Umar Mairiga, salah satu anggota tim Palang Merah yang datang ke Yelwa mengatakan kepada wartawan bahwa ia diperlihatkan 250 lebih kuburan massal.

Mairiga mengatakan, laporan mengatakan bahwa beberapa ratus orang telah terbunuh. “Dari apa yang kami lihat dan dengar, kami pikir benar bahwa lebih dari 600 orang tewas,” katanya.

Menurut Mairiga, sejumlah orang yang tidak diketahui jumlahnya, kebanyakan wanita dan anak-anak, diculik dalam penyerangan oleh pemuda Tarok bersenjatakan senapan dan parang. 

Selain jumlah korban tewas yang mencapai 600, tim penyelamat juga sempat merawat sekitar 158 ​​orang cedera.

Tarok adalah petani dari negara bagian Dataran Tinggi yang kebanyakan beragama Kristen dan Animisme. 

Masyarakat yang mereka serang di Yelwa sebagian besar adalah penggembala nomaden Hausa dan Fulani serta pedagang keliling yang telah bermigrasi ke wilayah tersebut dari Nigeria utara selama satu abad sebelumnya. 

Orang utara ini merupakan minoritas dari 10.000 penduduk kota.

Sebagian Besar Penduduk Meninggalkan Kota

Ilustrasi Al-Shabab serang pangkalan militer pasukan Uni Afrika di Kota Golweyn, wilayah Shabelle, Somalia. (AFP)
Ilustrasi penjagaan militer bersenjata lengkap. (AFP)

Meskipun polisi dan tentara bersenjata lengkap sudah menjaga kota kecil tersebut sejak pembantaian, banyak penduduk yang tetap memilih meninggalkan kota tersebut karena trauma mendalam atas insiden mengerikan yang mereka alami.

Para pengungsi itu bahkan meminta pengawalan polisi untuk membawa mereka ke negara bagian Bauchi dan Nassarawa yang bertetangga, karena takut orang-orang Kristen di desa-desa sekitar akan mencoba membunuh mereka ketika mereka pergi, kata seorang pekerja Palang Merah.

"Mereka menggunakan pengawalan polisi untuk membawa mereka keluar sepenuhnya dari daerah itu karena militan Kristen memasang penghalang jalan," kata Mairiga, mengutip The Irish Times.

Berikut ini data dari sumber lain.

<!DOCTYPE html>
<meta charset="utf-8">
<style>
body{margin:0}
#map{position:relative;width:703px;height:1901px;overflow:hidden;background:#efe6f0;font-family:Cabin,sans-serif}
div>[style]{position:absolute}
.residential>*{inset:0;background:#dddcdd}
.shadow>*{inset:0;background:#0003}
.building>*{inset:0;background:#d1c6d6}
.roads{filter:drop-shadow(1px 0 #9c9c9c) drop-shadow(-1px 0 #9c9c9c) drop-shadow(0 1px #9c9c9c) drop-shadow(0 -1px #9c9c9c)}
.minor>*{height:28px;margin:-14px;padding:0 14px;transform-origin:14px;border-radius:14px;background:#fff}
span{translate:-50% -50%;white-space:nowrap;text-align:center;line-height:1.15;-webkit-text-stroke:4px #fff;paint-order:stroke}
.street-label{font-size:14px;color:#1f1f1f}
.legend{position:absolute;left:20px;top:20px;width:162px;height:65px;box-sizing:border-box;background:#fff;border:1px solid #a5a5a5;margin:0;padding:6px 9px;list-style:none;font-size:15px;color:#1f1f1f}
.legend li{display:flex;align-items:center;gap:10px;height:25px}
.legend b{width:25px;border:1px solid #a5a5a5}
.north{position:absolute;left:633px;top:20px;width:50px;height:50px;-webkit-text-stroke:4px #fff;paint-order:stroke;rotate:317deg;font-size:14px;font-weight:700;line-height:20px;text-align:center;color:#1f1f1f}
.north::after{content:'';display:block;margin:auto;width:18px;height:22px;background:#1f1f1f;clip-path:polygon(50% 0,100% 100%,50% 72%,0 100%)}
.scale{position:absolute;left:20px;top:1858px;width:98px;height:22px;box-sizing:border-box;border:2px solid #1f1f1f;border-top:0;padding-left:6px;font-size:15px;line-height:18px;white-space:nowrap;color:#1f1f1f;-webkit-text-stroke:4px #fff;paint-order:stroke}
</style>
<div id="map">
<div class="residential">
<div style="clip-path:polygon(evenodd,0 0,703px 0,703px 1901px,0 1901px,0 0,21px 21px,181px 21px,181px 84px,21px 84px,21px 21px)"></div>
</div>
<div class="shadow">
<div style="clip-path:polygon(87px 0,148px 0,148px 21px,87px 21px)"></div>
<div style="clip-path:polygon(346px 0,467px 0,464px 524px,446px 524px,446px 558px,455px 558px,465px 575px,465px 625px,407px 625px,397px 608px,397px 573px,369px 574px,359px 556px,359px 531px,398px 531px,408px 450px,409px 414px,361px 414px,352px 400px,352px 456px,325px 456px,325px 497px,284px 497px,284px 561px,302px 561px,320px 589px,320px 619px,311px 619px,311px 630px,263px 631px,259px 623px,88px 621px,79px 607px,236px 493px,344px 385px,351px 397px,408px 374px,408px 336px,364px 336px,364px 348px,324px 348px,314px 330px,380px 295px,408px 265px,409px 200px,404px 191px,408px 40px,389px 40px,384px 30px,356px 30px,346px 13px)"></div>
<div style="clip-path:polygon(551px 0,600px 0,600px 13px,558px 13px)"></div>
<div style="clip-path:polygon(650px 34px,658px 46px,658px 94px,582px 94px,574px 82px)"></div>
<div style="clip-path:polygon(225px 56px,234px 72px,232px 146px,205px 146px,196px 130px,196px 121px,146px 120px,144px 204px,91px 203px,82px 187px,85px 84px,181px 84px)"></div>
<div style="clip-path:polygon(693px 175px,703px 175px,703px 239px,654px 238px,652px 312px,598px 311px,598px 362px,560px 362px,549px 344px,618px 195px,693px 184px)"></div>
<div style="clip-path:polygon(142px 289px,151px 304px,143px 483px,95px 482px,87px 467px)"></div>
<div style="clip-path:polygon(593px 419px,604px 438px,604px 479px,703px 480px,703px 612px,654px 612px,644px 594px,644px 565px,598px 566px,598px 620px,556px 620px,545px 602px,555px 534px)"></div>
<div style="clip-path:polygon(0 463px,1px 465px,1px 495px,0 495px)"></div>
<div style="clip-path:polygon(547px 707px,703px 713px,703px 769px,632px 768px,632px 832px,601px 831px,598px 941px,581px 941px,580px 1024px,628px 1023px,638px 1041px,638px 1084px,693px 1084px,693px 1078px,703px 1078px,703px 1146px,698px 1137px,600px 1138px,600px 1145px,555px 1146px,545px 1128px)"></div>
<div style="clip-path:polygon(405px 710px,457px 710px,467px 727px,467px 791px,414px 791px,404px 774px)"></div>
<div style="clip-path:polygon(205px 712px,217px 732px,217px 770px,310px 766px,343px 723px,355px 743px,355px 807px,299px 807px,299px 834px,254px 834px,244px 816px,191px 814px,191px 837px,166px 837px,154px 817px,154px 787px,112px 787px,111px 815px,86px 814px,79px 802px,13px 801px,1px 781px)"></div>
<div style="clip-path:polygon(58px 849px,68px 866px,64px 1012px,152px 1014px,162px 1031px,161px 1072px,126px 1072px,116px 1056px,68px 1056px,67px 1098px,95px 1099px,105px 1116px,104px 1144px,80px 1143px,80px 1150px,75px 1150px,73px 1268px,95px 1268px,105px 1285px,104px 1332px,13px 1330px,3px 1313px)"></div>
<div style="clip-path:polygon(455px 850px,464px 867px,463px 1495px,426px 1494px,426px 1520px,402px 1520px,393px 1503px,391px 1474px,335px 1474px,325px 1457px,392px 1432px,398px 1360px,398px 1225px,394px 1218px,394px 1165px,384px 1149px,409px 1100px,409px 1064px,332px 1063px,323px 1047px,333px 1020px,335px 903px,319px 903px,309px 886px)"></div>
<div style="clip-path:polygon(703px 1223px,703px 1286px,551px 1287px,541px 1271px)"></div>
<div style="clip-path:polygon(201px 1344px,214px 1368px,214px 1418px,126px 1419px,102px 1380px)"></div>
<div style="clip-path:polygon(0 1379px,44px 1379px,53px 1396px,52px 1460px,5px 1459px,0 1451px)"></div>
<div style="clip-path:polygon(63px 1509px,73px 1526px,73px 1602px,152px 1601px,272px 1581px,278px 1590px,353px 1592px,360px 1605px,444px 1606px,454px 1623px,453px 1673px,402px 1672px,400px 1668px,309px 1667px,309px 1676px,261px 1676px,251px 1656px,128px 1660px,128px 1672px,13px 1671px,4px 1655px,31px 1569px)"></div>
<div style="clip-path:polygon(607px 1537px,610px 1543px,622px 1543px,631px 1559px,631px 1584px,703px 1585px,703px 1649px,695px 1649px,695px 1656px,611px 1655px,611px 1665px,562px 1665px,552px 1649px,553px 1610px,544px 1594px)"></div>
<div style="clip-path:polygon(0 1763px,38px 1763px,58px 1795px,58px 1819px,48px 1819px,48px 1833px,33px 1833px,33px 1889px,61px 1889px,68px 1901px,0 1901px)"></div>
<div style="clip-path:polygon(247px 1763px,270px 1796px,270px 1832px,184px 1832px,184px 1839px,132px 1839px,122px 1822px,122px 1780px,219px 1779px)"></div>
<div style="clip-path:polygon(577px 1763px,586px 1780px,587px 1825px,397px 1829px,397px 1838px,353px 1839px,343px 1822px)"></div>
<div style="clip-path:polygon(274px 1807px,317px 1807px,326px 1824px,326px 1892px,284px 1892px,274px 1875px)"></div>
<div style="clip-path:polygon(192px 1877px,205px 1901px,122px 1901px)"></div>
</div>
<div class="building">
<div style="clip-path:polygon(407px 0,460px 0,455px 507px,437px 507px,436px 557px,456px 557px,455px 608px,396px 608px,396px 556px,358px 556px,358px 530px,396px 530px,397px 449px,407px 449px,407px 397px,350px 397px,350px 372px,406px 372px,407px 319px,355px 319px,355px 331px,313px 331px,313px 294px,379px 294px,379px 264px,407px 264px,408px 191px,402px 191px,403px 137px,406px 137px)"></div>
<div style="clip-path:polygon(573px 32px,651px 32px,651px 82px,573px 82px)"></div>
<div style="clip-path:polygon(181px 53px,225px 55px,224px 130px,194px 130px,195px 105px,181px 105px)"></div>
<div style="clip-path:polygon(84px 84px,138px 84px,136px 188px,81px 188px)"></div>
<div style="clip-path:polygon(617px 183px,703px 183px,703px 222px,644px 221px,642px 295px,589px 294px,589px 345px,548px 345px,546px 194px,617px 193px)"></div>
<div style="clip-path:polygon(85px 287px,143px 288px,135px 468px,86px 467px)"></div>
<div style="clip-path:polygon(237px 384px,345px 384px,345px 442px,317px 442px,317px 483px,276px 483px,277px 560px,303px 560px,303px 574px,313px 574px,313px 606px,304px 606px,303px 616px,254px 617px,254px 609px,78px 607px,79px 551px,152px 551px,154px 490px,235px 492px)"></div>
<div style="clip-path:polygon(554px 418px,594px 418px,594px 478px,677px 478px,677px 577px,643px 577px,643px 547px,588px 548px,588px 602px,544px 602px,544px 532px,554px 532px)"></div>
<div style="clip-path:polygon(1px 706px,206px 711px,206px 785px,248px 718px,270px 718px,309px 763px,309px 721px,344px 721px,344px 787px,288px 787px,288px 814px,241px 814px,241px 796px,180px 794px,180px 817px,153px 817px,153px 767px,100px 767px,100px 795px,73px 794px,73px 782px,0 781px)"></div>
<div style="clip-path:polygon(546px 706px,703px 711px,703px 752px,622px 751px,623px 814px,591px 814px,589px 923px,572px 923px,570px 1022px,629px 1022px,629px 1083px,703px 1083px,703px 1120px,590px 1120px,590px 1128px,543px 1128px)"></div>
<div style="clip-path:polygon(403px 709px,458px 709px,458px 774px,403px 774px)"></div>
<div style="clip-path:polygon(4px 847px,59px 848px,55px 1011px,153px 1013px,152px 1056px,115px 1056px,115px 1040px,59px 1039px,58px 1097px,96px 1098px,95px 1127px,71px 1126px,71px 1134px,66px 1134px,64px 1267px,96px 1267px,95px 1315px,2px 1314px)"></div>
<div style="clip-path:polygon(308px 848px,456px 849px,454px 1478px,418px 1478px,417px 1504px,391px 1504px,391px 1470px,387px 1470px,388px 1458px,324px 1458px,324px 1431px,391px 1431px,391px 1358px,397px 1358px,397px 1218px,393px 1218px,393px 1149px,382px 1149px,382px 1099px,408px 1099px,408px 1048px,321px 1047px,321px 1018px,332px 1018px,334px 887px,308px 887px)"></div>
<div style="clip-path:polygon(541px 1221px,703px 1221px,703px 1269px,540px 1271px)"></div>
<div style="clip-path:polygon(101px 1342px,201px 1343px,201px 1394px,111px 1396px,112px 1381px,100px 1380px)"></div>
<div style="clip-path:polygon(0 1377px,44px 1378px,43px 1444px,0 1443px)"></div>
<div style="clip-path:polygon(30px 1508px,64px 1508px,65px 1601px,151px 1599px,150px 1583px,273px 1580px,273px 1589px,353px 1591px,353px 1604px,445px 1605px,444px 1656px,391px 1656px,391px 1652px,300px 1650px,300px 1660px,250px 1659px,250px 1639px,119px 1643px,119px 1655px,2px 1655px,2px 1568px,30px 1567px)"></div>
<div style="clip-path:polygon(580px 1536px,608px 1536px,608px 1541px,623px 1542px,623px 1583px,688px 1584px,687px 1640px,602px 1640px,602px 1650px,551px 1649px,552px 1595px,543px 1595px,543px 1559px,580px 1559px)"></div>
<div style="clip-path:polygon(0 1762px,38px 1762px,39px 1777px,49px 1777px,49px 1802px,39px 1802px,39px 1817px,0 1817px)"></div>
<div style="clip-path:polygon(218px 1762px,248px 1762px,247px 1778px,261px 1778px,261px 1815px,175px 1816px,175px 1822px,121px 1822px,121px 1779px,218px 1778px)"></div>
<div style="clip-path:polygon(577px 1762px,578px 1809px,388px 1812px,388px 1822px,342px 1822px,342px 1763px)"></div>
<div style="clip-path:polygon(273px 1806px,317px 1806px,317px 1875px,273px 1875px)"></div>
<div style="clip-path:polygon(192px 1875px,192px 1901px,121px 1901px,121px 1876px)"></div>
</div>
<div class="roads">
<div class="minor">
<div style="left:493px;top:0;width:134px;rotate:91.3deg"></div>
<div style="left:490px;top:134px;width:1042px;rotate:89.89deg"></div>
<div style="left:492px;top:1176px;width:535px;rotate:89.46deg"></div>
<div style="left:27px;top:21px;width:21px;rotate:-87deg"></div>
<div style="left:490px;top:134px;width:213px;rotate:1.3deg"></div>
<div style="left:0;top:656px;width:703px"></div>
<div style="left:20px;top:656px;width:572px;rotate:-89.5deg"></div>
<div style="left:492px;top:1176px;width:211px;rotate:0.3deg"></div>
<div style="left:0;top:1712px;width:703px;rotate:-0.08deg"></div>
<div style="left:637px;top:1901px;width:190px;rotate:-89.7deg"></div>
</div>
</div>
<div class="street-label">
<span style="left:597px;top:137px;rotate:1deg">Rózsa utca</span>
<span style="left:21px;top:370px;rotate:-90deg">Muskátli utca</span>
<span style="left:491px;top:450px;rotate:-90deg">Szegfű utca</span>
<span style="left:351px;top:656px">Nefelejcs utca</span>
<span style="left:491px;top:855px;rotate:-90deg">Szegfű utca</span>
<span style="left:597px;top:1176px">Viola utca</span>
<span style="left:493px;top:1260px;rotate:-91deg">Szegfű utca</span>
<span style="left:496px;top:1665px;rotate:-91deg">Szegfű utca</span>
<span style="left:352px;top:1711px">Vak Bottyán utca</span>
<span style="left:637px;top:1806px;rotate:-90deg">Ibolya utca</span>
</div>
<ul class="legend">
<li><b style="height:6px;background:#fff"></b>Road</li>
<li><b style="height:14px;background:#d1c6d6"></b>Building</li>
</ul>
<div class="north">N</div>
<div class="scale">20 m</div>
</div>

Yang tersisa sekitar sepertiganya, tiga perempat lainnya telah pergi mengungsi.

Seorang koresponden IRIN, media yang dikelola PBB, diizinkan oleh pasukan keamanan untuk mengunjungi Yelwa. Ia mengatakan bahwa kota itu dipenuhi puing rumah yang menghitam, dibakar oleh para penyerang dengan minyak tanah.

Palang Merah telah mendistribusikan tenda, piring, ember plastik, serta makanan kepada mereka yang kehilangan tempat tinggal akibat serangan itu.

Konflik yang Tak Kunjung Reda

Ilustrasi bendera Nigeria. (Unsplash/Emmanuel Ikwuegbu)
Ilustrasi bendera Nigeria. (Unsplash/Emmanuel Ikwuegbu)

Keadaan berubah kacau sejak tahun 2001 ketika kekerasan antar sektarian Muslim dan Kristen menjadi semakin sering terjadi.

Lebih dari 1.000 orang diyakini telah tewas dalam serangan kekerasan antar-komunal berturut-turut di negara bagian Plateau sepanjang tahun tersebut. 

Pecahnya kekerasan itu dipicu oleh meningkatnya ketegangan antara Muslim dan Kristen di Nigeria yang disebabkan oleh penerapan hukum Syariah Islam yang ketat oleh 12 negara bagian di utara yang mayoritas Muslim. 

Banyak non-Muslim menganggap pengenalan hukum Syariah, yang menetapkan hukuman seperti cambuk di depan umum karena minum alkohol dan rajam sampai mati karena perzinahan, menjadi bagian dari rencana Muslim untuk mencapai hegemoni atas Nigeria.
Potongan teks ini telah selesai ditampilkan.